Muhabbet Kırıntıları
rakı bardakları birbirine çarparken biz huzur bulmaktaydık...yan masada rakı sofrasının şanına hakaret edercesine birbirine buz fırlatan iki küçük fırlama mekanın yaş ortalamasını diplere doğru çekme amacı gütmüyordu eminim. ama sebep oldukları o muazzam gürültü tüylerimin diken diken olmasına yetmişti. biz yine de umarsızca kadehlerimizi yudumluyorduk...gözü dönmüş bir canavar gibi sipariş ettiğimiz mezelerin içinde boğulurken...iştahla istediğimiz balıklarımız daha ızgara ile bile tanışmamıştı eminim...oysa şişe çoktan yarılanmış...ve iki fırlama flu bir hal almaya başlamıştı çoktan...
balıklarla tanışmamış kısa sürmüştü bu her zaman bildiğim levrekti işte...rakı ise son ikişer dublemizi verebilicekti... derken çilingir arkadaşımı her zaman rahatsız etmeyi becerebilen telefonumla münasebetim alevleniverdi...bir mesaj gözüme çarptı o kendimi alıkoyamadığım sosyal yaşam alanımdan...beyoğlunda olduğun bir zaman haber ver görüşürüz hem en kötü konuşmuş oluruz diyordu o yabancı...evet yabancıydı çünkü daha önce birbirimizi tanıma şerefine nail olamamıştık...hayatta ilk defa karaköyde olduğuma bu kadar fazla sevinmiştim...lakin devamlı rakı sofrasında denk geldiğim arkadaşıma ne diyecektim...çilingirdi kendisi büyük ihtimalle ki daima çilingir sofralarında karşılaşıyorduk.
bir cesaret teklifimi yaptım kendisine...ben yabancıyla görüşecektim, çilingir bir yerlerde kahvesini yudumlayıp bana küfredecekti ama anlaşmıştık işte daha ne olsun...karaköyden istiklale en hızlı ilerleyişimi sergilerken sosyal yaşam alanım üzerinden lokasyon belirleme faaliyetimiz devam ediyordu ve istikamet mis sokaktı...

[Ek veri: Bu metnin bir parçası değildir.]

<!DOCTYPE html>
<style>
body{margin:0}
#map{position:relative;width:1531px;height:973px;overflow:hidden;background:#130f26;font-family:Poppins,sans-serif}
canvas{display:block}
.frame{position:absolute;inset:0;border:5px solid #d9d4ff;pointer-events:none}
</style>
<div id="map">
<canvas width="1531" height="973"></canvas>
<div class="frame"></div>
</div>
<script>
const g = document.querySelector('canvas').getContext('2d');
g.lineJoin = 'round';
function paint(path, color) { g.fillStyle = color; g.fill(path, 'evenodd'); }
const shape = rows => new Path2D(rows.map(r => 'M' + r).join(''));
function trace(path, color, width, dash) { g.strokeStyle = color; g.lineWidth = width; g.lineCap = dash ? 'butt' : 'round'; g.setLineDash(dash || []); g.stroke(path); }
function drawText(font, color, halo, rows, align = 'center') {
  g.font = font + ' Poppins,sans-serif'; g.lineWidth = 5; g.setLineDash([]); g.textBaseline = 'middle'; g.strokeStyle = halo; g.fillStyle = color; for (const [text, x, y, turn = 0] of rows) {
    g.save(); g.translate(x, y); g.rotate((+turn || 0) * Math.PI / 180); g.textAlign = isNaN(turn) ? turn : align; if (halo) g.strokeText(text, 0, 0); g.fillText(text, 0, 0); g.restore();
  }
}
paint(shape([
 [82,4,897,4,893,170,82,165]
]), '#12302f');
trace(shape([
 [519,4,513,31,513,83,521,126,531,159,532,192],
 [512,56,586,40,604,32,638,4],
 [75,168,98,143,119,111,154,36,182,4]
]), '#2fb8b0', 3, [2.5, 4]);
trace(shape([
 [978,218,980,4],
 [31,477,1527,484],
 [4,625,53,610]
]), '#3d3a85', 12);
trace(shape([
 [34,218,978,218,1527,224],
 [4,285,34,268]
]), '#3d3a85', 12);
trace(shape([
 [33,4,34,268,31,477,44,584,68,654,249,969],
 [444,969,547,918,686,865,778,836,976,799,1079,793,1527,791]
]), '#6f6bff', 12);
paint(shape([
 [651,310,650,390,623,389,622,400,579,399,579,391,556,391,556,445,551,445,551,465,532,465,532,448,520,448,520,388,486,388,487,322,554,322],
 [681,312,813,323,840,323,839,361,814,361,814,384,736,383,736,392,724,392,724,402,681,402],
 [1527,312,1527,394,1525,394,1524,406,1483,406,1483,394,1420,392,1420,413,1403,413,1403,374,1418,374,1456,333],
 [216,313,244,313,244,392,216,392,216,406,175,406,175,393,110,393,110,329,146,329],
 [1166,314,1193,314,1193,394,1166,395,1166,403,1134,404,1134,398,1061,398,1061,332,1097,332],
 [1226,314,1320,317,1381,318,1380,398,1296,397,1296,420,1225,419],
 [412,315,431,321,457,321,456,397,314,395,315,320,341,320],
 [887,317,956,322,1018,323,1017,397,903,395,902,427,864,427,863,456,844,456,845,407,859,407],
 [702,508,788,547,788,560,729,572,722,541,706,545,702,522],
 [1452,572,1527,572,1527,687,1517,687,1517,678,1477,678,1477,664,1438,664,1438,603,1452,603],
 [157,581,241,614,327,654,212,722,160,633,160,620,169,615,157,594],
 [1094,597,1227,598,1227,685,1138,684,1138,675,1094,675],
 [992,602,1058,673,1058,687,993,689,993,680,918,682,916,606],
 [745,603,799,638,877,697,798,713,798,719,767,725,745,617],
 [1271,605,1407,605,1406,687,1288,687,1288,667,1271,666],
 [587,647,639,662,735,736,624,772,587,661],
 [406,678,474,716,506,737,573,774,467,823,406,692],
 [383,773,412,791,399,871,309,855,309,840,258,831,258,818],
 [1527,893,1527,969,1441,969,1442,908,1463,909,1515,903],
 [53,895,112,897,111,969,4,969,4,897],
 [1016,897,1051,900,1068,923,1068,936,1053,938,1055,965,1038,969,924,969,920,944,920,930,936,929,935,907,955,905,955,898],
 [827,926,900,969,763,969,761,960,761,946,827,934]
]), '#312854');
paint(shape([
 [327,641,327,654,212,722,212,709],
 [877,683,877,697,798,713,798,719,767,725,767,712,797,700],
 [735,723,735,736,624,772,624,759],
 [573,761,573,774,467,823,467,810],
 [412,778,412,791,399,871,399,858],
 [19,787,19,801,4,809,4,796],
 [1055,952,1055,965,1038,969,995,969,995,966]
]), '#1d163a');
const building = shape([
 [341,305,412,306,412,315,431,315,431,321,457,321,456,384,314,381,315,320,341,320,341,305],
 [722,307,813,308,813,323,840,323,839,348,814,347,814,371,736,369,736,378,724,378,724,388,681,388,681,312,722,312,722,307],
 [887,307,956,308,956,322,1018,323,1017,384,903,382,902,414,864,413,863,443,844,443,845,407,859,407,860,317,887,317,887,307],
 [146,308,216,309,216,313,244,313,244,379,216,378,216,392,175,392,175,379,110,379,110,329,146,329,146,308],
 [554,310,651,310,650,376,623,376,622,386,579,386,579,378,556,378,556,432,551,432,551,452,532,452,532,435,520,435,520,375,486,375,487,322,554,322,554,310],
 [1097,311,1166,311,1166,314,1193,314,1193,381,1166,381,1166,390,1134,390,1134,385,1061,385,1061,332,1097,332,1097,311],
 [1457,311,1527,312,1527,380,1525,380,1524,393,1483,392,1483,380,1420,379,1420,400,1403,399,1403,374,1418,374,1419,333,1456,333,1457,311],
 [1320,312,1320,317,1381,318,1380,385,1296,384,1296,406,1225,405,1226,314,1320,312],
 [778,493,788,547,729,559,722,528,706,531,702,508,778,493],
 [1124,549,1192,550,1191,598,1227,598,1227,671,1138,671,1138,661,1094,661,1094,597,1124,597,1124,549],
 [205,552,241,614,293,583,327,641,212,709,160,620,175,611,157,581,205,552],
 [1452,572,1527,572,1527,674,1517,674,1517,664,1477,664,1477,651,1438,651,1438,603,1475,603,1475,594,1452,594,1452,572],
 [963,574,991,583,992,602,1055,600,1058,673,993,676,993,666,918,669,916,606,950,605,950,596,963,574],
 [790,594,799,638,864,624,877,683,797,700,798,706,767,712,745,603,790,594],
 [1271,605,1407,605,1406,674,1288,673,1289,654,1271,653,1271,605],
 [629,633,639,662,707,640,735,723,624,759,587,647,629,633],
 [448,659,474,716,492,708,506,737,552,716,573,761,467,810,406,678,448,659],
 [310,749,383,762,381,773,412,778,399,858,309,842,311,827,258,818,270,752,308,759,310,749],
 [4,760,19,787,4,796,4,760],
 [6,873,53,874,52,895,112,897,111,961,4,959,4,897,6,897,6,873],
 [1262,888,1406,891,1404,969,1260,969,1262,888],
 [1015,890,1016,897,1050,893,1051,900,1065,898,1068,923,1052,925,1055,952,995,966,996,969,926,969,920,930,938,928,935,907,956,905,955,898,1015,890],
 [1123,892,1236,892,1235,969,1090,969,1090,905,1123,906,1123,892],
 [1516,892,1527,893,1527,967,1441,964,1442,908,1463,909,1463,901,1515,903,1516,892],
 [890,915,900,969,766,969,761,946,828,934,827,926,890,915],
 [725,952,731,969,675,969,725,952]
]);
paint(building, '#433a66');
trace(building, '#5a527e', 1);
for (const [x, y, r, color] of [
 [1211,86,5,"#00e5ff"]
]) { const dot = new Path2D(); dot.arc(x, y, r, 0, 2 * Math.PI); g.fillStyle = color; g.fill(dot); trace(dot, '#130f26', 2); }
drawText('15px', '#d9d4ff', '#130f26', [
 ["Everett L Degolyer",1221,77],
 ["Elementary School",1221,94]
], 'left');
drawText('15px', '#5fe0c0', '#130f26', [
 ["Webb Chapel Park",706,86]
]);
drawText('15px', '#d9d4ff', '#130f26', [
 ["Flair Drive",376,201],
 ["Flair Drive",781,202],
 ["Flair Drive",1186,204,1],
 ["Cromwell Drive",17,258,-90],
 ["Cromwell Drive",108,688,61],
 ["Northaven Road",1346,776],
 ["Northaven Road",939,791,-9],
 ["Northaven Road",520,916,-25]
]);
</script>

sokağın başına gelip beklerken birçok fikir aklımda dolanıyordu...belki de hayatımın en tatlı dayağını tadacaktım ya da bundan sonra ki hayatıma böbreksiz devam edecektim...bunun gibi birçok fikir aklımı kurcalarken...iki fırlama da geldi bir an aklıma cidden ne işi vardı onların orda, kimse birşey demiyor muydu acaba, yasak değil miydi meyhaneye çocuk getirmek ve çilingir beni ne kadar beklemeye tahammül edebilirdi...

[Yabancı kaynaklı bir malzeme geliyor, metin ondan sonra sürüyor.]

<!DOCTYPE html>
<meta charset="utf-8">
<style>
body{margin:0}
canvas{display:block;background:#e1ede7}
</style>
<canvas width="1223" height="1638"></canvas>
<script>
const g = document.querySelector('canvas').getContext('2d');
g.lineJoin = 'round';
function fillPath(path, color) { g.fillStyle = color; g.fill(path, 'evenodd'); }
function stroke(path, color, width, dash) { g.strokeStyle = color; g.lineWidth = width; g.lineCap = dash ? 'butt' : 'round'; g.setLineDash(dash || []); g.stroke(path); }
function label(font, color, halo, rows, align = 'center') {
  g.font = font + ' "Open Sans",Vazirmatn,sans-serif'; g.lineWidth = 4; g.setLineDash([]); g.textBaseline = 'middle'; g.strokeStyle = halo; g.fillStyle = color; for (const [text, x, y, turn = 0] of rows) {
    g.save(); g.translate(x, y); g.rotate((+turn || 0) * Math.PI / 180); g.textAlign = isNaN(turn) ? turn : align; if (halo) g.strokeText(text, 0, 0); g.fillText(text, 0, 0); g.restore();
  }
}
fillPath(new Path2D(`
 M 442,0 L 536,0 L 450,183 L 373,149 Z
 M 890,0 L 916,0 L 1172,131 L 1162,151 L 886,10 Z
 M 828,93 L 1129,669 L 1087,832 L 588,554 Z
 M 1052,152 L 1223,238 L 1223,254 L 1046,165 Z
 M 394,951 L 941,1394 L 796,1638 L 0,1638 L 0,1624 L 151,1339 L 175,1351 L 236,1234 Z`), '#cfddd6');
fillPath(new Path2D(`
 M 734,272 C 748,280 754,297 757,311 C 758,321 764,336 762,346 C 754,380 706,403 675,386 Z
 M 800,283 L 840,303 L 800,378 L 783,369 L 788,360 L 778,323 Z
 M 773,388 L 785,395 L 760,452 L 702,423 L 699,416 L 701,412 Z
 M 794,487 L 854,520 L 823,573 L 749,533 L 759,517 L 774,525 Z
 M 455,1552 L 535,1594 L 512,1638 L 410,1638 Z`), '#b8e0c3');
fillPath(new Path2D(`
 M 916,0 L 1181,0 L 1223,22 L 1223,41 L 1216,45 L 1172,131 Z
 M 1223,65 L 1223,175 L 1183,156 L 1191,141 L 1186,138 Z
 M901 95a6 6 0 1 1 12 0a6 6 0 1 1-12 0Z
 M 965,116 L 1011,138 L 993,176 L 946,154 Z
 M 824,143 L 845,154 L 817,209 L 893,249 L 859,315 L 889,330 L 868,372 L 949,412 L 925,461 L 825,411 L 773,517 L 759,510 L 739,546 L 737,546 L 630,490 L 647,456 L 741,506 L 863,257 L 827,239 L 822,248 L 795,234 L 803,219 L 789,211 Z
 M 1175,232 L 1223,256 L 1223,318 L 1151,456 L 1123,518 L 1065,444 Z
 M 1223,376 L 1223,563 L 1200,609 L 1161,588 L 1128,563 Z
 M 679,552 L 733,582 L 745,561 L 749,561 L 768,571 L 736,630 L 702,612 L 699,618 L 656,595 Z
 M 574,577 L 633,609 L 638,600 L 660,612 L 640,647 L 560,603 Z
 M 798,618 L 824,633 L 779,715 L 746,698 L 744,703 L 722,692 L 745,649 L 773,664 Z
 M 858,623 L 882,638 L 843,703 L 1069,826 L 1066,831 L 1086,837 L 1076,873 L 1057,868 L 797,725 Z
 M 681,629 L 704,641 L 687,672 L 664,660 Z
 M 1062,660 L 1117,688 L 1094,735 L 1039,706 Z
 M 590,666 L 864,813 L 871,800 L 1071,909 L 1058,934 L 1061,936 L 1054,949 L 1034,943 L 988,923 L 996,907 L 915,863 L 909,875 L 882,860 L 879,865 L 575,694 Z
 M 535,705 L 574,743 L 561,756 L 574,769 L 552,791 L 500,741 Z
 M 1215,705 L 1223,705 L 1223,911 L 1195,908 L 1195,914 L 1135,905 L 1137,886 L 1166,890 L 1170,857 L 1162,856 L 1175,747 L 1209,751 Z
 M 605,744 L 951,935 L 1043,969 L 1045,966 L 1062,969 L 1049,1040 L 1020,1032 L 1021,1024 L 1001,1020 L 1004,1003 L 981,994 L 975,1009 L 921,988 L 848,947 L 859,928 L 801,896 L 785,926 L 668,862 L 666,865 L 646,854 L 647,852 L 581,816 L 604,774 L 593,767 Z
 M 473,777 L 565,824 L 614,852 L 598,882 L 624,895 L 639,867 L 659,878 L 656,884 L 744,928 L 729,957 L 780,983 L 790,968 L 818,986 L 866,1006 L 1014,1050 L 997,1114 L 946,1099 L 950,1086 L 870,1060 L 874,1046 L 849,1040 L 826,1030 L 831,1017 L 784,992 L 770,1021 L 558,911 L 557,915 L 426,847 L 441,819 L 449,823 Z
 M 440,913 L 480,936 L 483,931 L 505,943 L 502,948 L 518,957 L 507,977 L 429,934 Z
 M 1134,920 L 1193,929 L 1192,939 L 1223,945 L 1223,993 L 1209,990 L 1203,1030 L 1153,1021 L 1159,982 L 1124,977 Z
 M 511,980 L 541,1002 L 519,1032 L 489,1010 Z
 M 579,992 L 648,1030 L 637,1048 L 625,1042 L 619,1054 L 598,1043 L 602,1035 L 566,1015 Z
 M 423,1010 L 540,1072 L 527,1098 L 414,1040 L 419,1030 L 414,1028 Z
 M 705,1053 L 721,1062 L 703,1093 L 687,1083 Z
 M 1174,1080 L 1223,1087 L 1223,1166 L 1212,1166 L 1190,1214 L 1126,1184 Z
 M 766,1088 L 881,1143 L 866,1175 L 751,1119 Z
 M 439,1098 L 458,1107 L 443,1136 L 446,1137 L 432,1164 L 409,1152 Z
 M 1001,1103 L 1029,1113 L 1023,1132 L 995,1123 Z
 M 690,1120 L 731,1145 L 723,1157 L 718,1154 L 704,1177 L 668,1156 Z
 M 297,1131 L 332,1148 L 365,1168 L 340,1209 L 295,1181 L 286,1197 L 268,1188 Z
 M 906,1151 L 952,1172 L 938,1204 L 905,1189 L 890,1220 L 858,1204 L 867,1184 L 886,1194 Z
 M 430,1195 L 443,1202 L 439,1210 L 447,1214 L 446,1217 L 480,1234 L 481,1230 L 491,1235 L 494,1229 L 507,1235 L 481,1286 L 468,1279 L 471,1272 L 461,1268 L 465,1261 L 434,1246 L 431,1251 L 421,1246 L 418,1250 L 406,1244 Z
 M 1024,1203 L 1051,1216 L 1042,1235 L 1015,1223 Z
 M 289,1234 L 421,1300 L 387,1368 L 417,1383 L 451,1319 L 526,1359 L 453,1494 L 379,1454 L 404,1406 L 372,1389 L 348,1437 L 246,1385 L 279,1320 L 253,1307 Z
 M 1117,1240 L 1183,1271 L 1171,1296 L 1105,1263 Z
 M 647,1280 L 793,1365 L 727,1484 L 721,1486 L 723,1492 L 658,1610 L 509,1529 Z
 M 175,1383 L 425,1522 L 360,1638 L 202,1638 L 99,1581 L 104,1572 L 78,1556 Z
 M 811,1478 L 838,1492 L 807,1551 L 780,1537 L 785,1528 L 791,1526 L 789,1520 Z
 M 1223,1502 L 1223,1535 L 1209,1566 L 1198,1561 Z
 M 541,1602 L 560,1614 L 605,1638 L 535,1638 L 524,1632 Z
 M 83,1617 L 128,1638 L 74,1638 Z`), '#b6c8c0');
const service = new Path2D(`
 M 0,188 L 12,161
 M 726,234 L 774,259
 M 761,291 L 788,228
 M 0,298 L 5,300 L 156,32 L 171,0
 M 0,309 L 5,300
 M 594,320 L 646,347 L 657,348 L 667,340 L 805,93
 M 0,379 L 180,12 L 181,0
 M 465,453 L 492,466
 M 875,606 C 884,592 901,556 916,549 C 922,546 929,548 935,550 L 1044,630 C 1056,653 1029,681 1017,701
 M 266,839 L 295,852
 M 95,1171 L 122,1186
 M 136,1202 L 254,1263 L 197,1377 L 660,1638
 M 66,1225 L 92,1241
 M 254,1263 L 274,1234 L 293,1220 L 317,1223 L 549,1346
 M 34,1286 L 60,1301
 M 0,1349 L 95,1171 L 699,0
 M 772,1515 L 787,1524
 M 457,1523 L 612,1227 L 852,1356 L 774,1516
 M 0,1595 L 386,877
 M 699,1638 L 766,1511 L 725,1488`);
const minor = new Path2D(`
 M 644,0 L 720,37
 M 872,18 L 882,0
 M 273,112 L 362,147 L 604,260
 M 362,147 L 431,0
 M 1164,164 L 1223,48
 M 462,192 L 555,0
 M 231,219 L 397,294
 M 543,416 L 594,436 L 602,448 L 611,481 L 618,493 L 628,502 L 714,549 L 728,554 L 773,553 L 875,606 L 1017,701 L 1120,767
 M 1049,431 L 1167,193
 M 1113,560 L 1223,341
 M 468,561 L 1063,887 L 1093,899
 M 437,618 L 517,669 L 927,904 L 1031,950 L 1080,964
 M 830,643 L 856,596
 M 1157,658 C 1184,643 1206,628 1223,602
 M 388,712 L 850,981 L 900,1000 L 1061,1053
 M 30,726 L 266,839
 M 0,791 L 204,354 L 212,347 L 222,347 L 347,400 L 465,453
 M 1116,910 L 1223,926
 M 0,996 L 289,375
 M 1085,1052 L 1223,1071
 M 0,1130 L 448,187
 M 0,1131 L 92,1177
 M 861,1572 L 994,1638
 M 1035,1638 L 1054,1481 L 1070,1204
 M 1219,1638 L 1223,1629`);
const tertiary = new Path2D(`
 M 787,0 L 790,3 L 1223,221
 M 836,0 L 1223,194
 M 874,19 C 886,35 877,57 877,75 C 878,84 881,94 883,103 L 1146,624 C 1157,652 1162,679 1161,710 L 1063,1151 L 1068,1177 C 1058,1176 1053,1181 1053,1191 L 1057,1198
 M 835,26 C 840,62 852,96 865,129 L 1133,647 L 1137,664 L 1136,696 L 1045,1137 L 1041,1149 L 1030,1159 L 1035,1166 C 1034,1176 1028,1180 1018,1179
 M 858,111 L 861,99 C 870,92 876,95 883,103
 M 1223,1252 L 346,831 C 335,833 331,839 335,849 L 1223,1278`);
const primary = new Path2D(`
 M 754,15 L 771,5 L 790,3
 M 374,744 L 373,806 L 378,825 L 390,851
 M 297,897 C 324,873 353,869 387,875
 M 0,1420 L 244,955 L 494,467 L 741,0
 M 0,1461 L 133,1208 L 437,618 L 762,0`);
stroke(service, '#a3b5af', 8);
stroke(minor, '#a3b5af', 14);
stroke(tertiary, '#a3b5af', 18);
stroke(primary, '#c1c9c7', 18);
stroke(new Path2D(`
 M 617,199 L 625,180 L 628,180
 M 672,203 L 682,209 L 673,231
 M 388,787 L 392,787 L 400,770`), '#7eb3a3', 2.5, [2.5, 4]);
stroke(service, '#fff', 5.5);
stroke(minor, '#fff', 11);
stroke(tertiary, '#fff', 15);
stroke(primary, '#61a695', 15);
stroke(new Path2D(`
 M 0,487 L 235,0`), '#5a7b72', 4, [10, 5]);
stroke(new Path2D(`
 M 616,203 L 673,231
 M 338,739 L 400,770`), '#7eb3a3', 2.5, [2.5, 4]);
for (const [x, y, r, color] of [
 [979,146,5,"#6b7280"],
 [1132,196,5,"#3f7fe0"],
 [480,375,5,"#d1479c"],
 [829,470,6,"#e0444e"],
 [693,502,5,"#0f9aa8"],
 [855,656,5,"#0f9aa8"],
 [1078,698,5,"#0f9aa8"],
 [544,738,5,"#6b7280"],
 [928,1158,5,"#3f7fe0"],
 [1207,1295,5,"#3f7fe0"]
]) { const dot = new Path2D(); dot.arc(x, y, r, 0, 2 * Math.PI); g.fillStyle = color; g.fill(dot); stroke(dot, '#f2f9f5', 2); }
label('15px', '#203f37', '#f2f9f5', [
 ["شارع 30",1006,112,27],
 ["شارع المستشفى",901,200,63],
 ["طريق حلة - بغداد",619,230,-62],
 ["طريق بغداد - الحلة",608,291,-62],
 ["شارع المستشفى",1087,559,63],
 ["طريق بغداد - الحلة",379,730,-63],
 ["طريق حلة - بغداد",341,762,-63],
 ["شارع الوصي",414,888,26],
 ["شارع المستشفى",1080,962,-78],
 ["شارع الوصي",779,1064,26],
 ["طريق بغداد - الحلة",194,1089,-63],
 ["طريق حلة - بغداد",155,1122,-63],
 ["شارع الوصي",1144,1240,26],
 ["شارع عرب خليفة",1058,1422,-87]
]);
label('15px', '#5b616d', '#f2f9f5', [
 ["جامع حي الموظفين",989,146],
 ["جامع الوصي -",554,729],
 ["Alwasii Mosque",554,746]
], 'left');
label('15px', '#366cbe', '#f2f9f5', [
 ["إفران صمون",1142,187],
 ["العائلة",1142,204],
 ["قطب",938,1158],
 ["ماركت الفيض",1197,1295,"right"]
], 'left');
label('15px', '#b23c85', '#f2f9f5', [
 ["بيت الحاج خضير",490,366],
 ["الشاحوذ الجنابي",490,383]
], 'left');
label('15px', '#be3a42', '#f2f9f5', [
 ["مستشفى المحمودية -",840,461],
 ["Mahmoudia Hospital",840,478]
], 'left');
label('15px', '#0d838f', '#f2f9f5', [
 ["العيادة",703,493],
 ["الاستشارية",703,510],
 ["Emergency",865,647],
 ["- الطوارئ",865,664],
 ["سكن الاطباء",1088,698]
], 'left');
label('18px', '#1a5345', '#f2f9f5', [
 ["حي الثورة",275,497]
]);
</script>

derken o gelmişti arkası dönüktü baktım ve onun beyoğlunu benimsemiş bir insan olduğunu anlamam uzun sürmedi...yaklaştım merhaba dedim...haliyle merhaba dedi o da...yürümeye başladık...bir mekan teklif etti ve ben de bildiğim sayılı mekanın arasında olmasının verdiği mutluluk ve güvenle atladım bayılırım tabii ki oraya gidelim diye...mekana geldik içkilerimizi söyledik, bu sırada fırlamalar büyük bir ihtimalle evin yolunu tutmuştu, çilingir son yudumlarını almaktaydı kahvesinden ve ben yine garip duygular yaşarken rakı içmenin pişmanlığını yaşıyordum inceden...
karşımda gördüğüm entel insan durmaksızın konuşuyor hayatından kesitler veriyor ve çoğu hatırası türkiye sınırlarının içine bile giremiyordu...bense rakının etkisiyle avrupa da rahat gezinebiliyordum o anda...o konuştukça bende onay verip bir kaç örnek vermeye gayret ediyordum...zaman geçtikçe farkına varmıştım ki yine karşımda konuşan insanın tüm fikirlerine katılıyordum...entel anlatıyor bense birebir aynısını düşünüyormuşum kendi şaşarak dinliyordum ve hiç görmediğim avrupalı milletler hakkında atıp tutuyordum...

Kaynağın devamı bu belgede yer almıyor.